The last third of The Last Stand is basically gun porn, with the sheriff and his deputies arming up against the kingpin’s henchmen, including a coolly wicked Peter Stormare, whose only weapon is a revolver apparently recovered from the Civil War. Then there’s a shotgun guy, two sniper guys, big machine gunners, and a guy with a bazooka. On the good side are Knoxville with the Howitzer assault pistol, a lady sniper, a granny with a concealed pistol, Arnold with a World War II machine gun and Luis Guzmán with a Tommy gun. All these characters are shown cleaning, loading, stroking, firing and posing with their guns in a way that can only be described as a love affair. I didn’t find it as tasteless and glorifying as last week’s Gangster Squad, but it is still way over the top and also oblivious to the ongoing national debate about guns.

I didn’t like all the guns and cars, though they are precisely what will appeal to many viewers of The Last Stand. I mostly enjoyed Arnold and his triumphant return. This is in no way his best movie, or his worst, but he’s back, just like he always said he would be. 

Thursday, January 10, 2013

Gangster lives by the gun, dies by the gun


Before Gangster Squad was made, someone involved in its production probably found themselves watching L.A. Confidential and thinking, “This would be great with more guns.” And that’s how movies get made, folks.

It should be noted here that L.A. Confidential is a perfect movie, one that you probably would have heard more about if it didn’t come out three months before Titanic. It was a neo-noir police thriller filled with nuance and mystery; its pace was deliberately tedious and it rewarded careful viewing with dark secrets. Like the police in its plot, it plodded along on tips and hard-boiled hunches, not action sequences, although there are a few of those, too.

Now here is Gangster Squad, a movie that frames all of its drama behind cocked revolvers, racked shotguns and a chorus of ca-clicks as cop and crook alike ready machine guns for the purging of blood. Even when the guns aren’t spewing hot lead they’re used as clubs on heads and battering rams against ribcages. This all leads up to a glorifying slow-mo ballet of bullets shredding through a hotel lobby, tearing ornaments from a Christmas tree and obliterating furniture into explosions of shrapnel and splinters. The people behind Gangster Squad intended this to be beautiful. I found it sad.

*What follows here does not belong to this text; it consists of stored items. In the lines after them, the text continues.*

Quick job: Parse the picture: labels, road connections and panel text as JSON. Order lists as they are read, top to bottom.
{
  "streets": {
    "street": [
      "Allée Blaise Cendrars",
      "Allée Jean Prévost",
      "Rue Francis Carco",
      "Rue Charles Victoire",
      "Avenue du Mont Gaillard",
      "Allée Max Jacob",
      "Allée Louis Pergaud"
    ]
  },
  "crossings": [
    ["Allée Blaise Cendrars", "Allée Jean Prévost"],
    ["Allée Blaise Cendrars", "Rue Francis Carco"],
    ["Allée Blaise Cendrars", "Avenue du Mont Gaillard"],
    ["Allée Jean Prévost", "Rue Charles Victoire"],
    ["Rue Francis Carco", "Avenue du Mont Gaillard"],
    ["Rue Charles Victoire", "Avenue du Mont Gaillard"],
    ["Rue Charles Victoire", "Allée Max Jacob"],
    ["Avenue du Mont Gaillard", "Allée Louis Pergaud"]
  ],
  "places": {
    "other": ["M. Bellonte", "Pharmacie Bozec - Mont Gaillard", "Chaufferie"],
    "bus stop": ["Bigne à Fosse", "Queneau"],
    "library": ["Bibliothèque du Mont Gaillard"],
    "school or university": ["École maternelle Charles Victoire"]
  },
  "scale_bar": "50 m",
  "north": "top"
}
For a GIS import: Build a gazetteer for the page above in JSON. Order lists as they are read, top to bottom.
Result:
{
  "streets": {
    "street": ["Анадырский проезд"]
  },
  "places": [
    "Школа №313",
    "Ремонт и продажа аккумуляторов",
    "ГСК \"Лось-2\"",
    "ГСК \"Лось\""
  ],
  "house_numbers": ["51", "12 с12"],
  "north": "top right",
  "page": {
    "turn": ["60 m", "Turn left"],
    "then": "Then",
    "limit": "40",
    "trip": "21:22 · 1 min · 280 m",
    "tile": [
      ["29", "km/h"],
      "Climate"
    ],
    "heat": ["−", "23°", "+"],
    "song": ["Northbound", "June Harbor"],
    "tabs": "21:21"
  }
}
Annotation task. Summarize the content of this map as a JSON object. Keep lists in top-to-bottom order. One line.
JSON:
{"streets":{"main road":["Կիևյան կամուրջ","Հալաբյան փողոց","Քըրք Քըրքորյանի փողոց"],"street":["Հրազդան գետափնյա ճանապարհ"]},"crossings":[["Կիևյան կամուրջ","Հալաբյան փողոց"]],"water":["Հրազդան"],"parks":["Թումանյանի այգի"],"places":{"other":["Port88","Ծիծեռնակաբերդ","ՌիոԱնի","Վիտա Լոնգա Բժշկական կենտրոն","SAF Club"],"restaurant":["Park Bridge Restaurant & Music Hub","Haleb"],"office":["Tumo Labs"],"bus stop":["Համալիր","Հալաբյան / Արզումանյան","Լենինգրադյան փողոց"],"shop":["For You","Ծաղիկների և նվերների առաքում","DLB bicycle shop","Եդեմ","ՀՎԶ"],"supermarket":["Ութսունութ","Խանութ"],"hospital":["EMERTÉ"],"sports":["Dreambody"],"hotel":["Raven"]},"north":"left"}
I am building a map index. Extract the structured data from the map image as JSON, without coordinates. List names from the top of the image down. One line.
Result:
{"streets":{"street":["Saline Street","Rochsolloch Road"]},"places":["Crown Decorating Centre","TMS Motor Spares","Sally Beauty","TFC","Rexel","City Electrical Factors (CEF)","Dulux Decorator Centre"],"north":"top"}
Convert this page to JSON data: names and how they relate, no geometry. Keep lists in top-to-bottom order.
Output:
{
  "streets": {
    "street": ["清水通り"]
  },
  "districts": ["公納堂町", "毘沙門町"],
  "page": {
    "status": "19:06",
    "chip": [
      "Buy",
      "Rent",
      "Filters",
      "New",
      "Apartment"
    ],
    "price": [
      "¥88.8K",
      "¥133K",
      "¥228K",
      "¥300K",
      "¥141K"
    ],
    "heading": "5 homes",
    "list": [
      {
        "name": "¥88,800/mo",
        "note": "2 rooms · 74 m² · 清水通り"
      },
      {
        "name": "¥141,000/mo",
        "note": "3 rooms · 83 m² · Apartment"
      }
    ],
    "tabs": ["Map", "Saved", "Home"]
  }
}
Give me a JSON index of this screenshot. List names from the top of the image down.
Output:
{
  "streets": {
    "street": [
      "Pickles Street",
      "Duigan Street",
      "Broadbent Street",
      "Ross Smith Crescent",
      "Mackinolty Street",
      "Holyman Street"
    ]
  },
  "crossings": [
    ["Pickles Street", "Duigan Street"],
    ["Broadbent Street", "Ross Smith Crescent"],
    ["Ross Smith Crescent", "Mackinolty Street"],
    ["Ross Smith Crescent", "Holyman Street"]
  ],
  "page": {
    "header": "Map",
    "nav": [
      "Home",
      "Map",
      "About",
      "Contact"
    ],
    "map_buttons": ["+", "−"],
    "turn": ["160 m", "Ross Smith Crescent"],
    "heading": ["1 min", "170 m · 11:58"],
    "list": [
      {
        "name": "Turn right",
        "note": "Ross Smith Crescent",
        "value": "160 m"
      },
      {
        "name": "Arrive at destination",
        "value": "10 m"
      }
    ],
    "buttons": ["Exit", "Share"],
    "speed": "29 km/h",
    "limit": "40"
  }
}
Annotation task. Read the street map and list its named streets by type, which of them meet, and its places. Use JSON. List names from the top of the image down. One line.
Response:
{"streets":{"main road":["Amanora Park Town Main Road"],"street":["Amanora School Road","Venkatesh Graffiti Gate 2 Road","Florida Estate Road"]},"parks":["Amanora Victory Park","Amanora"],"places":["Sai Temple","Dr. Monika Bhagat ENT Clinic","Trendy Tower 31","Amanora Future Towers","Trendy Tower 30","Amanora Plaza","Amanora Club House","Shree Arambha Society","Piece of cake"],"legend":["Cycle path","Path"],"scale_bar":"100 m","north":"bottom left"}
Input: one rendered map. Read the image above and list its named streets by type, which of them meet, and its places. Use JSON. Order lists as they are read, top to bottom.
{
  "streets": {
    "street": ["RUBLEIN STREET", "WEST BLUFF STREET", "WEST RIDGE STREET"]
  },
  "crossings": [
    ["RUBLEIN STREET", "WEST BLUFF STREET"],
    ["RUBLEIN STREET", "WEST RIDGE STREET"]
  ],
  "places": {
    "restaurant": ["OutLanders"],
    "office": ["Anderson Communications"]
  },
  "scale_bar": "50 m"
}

Gangster Squad will go down in history as the commemorative trophy given to Americans to mark the beginning of the coming gun debate. Recall that after the movie theater massacre in Aurora, Colo., trailers featuring a similar theater massacre in Gangster Squad were pulled from TV. The scenes were cut and replaced, and the movie was delayed by months. During the delay, Sandy Hook happened. Now it’s difficult to see gun violence in movies without thinking of real victims. This movie rubs your nose in it.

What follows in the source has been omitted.